Mihajlovic, Donnarumma e la mano del destino
“Sliding doors”, porte girevoli, è un famosissimo e citatissimo film del 1998, certo, ma è anche l’espressione migliore per poter definire Milan-Torino, in programma domenica. È una di quelle gare in cui ci mette la mano pure il destino che, a seconda di come lo si interpreti, può essere cieco o può vederci benissimo. Sinisa Mihajlovic torna a San Siro (per la seconda volta) dopo l’esonero di due stagioni fa, a sfidare Vincenzo Montella, che con i rossoneri non sta di certo attraversando un periodo felice.
Mihajlovic ha guidato i rossoneri nella stagione 2015/16. Era un Milan molto diverso rispetto a quello attuale, soprattutto negli uomini. L’allenatore serbo fu esonerato ad aprile, quando era sesto in classifica, sostituito da Cristian Brocchi, che fece da traghettatore prima dell’”era-Montella”. Oggi i rossoneri, dopo una stagione di passaggio, il cambio societario e un ultimo mercato ingente dal punto di vista degli investimenti, sono molto diversi nell’ossatura, anche se settimi in classifica.
Rispetto a quel Milan di Mihajlovic ci sono due soli titolari nell’undici base attuale: Gigio Donnarumma, lanciato proprio dall’attuale allenatore del Torino e Alessio Romagnoli, voluto fortemente da Mihajlovic, che lo aveva già apprezzato alla Sampdoria. Due uomini che devono tanto, nel loro destino rossonero, proprio all’allenatore che domenica si ritroveranno sulla panchina avversaria. “Donnarumma? L’ho fatto esordire a sedici anni e mezzo – dichiarò in un’intervista un anno fa Sinisa Mihajlovic – e fino a quel momento il portiere titolare era Diego Lopez. Berlusconi venne due volte a Milanello per convincermi a far giocare lo spagnolo. Romagnoli non lo volevano acquistare: venticinque milioni di euro. In quel momento la cifra era alta, ma in prospettiva no”. Donnarumma è un figlio calcistico, per certi versi, di Mihajlovic che, esattamente come un padre, ha anche detto la sua in estate, nel momento di massima tensione tra il portiere ed il Milan per la questione-rinnovo: “Gigio è fortissimo ma è ancora un ragazzino di 18 anni. Io gli voglio tanto bene. Per diventare un campione deve ancora crescere e farlo in una società dove tutti gli vogliono bene lo avrebbe potuto aiutare. Secondo me deve restare al Milan“. Così è stato: domenica saranno di fronte in una gara importante, per tanti motivi. Padre e figlio certo, ma anche avversari.

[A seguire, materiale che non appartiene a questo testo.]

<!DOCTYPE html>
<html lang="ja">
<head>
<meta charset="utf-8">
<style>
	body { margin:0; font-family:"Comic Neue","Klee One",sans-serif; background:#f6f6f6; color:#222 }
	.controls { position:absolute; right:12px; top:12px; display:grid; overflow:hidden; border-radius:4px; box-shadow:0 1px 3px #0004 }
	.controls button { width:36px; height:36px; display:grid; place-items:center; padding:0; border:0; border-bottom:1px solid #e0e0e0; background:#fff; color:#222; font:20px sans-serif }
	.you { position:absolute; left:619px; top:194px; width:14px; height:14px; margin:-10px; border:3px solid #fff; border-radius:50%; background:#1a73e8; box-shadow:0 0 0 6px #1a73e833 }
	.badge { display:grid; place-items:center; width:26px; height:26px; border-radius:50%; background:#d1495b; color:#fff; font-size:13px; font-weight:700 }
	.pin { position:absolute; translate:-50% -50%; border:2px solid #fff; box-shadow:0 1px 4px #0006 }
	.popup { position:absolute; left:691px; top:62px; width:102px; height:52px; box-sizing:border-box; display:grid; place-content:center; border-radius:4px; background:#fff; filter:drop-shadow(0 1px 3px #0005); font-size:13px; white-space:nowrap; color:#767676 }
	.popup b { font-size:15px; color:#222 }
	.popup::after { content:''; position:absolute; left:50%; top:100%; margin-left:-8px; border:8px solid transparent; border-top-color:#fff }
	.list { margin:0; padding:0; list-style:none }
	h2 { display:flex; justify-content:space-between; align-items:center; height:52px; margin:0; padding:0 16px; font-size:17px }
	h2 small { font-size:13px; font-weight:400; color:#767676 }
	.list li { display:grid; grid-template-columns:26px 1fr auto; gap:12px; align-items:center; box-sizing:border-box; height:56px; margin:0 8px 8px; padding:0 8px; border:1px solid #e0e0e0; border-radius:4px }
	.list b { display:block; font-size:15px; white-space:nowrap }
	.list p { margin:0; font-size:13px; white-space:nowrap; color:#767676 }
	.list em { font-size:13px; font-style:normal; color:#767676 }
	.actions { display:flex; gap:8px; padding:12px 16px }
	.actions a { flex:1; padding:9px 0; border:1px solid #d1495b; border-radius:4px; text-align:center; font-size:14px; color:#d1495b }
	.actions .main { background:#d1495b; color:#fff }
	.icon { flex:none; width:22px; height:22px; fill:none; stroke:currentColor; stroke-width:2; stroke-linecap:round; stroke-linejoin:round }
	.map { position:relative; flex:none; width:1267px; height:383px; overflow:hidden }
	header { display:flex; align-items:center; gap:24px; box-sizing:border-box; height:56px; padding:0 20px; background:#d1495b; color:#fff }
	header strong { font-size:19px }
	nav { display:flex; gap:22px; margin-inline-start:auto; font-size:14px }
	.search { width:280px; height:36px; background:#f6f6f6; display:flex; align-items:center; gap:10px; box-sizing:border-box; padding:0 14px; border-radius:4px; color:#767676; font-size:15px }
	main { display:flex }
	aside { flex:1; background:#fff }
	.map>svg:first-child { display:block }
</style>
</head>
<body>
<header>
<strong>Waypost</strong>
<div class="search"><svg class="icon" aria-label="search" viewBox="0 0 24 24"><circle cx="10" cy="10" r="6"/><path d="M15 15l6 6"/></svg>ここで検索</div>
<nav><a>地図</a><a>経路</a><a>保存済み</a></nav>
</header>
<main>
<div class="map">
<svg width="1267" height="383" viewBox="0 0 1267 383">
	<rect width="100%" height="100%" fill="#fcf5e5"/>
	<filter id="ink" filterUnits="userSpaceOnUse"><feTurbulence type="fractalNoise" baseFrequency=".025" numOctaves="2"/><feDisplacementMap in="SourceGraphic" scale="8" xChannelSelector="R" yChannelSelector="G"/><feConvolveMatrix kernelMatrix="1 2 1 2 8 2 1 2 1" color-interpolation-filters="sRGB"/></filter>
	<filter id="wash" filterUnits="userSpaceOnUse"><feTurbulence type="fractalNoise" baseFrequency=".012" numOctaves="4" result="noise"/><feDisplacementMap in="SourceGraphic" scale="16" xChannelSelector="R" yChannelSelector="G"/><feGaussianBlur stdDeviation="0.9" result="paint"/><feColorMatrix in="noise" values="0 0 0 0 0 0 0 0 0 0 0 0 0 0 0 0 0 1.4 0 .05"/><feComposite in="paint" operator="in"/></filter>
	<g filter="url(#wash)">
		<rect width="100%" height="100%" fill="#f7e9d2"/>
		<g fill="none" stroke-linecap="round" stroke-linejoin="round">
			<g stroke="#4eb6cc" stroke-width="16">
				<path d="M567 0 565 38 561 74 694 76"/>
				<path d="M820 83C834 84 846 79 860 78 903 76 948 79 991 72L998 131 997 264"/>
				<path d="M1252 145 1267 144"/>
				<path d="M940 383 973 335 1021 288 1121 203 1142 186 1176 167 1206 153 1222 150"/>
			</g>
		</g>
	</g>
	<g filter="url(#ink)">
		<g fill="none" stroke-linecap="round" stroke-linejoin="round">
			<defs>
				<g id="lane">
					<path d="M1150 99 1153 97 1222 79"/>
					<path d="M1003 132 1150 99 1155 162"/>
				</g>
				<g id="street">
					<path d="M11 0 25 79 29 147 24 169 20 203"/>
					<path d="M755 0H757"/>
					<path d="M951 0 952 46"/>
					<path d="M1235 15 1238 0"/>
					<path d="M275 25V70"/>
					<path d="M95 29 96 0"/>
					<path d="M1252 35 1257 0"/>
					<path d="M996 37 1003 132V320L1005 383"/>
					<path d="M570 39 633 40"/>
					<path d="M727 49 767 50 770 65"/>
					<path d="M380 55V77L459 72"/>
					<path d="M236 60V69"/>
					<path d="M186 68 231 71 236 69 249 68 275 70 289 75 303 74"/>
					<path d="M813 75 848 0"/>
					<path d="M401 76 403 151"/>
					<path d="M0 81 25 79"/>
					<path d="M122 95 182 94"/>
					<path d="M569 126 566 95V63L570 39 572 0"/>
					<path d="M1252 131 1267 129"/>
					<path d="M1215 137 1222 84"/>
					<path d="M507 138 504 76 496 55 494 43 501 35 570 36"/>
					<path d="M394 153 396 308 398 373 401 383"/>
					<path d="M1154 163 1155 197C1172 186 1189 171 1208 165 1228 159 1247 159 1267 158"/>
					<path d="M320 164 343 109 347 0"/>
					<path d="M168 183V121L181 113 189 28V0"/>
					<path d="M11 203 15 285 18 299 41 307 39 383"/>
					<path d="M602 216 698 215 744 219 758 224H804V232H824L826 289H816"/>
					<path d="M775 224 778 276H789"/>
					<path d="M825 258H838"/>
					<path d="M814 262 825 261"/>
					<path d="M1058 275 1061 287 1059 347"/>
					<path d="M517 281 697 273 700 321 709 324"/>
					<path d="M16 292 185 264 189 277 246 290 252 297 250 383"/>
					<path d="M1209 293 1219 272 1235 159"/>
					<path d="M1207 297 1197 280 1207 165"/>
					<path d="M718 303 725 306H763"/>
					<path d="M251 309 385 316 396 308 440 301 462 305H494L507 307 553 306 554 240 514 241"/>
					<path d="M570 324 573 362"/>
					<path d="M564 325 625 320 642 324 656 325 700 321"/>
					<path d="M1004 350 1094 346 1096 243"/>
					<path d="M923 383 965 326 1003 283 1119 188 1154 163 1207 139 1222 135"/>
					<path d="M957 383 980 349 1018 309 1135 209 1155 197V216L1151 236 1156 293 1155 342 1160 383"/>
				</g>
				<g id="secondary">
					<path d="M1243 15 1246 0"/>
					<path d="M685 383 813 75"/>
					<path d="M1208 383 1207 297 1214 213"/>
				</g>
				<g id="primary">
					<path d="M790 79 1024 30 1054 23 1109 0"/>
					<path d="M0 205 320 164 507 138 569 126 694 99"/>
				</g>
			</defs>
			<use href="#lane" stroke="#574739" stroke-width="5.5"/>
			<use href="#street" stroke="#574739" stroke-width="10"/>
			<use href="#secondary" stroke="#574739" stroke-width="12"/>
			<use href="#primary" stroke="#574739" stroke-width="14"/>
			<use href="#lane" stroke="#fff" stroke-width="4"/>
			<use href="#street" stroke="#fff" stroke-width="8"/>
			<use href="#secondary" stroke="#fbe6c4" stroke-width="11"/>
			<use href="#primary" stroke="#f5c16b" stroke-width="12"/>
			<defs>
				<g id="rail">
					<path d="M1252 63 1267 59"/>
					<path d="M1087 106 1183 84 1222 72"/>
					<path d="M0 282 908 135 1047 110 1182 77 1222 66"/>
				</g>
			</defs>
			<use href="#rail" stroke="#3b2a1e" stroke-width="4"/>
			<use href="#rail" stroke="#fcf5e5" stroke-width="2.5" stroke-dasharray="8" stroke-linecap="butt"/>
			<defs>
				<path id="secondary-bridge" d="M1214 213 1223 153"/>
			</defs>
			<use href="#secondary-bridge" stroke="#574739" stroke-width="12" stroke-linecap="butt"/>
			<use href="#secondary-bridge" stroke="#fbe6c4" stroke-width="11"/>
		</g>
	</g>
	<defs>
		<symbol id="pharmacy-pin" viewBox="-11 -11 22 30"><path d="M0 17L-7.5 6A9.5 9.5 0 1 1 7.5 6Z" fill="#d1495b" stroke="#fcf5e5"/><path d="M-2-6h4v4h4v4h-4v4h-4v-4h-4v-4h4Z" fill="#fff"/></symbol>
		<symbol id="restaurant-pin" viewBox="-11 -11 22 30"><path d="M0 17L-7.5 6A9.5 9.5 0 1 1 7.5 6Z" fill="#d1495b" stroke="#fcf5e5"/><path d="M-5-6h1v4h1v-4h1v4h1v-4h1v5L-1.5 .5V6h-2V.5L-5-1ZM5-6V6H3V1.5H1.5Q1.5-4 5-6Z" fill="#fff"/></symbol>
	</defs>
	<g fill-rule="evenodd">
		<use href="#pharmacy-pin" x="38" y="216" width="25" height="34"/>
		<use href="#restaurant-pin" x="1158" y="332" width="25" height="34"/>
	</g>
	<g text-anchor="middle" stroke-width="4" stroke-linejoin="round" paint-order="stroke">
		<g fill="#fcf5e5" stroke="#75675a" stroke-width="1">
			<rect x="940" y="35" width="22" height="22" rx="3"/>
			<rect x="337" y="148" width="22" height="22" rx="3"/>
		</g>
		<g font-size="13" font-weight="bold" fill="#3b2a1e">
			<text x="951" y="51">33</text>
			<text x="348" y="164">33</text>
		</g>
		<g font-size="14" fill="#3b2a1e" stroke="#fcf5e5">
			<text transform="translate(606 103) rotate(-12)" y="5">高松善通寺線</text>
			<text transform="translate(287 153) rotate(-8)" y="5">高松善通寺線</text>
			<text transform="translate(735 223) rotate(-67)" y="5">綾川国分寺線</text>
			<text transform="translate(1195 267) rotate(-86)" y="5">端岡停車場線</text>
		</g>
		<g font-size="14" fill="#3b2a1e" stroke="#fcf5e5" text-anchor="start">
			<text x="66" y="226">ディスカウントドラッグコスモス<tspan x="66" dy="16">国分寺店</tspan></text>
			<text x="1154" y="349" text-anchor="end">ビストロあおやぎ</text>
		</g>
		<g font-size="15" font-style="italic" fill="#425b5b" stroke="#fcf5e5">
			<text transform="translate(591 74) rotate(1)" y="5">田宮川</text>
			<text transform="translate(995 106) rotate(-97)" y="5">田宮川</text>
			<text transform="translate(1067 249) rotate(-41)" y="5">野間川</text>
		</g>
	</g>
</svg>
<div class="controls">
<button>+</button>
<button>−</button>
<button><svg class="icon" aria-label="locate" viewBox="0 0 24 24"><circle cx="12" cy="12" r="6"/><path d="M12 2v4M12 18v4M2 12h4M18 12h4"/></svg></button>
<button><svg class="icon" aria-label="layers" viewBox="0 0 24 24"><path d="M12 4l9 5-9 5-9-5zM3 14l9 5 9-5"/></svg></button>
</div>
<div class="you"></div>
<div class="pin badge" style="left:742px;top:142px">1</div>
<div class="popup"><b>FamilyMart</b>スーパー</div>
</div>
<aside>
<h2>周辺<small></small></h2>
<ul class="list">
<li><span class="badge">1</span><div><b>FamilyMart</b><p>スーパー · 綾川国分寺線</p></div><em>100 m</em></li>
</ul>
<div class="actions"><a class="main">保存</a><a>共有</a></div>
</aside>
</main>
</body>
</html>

Sinisa a San Siro da ex c’è già tornato una volta: era la prima giornata dello scorso campionato e il Milan di Montella s’impose 3-2 in un match frizzante. Decisero la sfida una tripletta di Carlos Bacca, il centravanti mai troppo entrato nel cuore del tecnico serbo l’anno prima, e Gigio Donnarumma, tu quoque, che parò un rigore a Belotti al 96’. Mihajlovic sorrise sarcasticamente, pensando che proprio il giovane portiere che lui aveva voluto a tutti i costi buttare nella mischia, a dispetto dell’età e dell’esperienza, lo aveva condannato alla sconfitta. Proprio lui, il fiore all’occhiello della sua gestione rossonera. Il pendolo del calcio oscilla in modo strano, da sempre.
Per il resto tanto, tantissimo è cambiato, in un anno e tre mesi, rispetto a quel Milan-Torino del 28 agosto 2016. E a San Siro, ci scommettiamo, il calcio d’inizio lo darà il destino. Poi le maglie si mischieranno e i calciatori scriveranno (forse) la restante parte della sceneggiatura. Da una parte Mihajlovic, che vedrà scorrere davanti ai propri occhi questi due anni; dall’altra Montella, che proverà a scacciar via tutti i cattivi pensieri. “ll fato stabilisce le carte. Noi le giochiamo nel modo migliore”, questo, c’è da scommetterci, penseranno i due allenatori. Wolverine docet.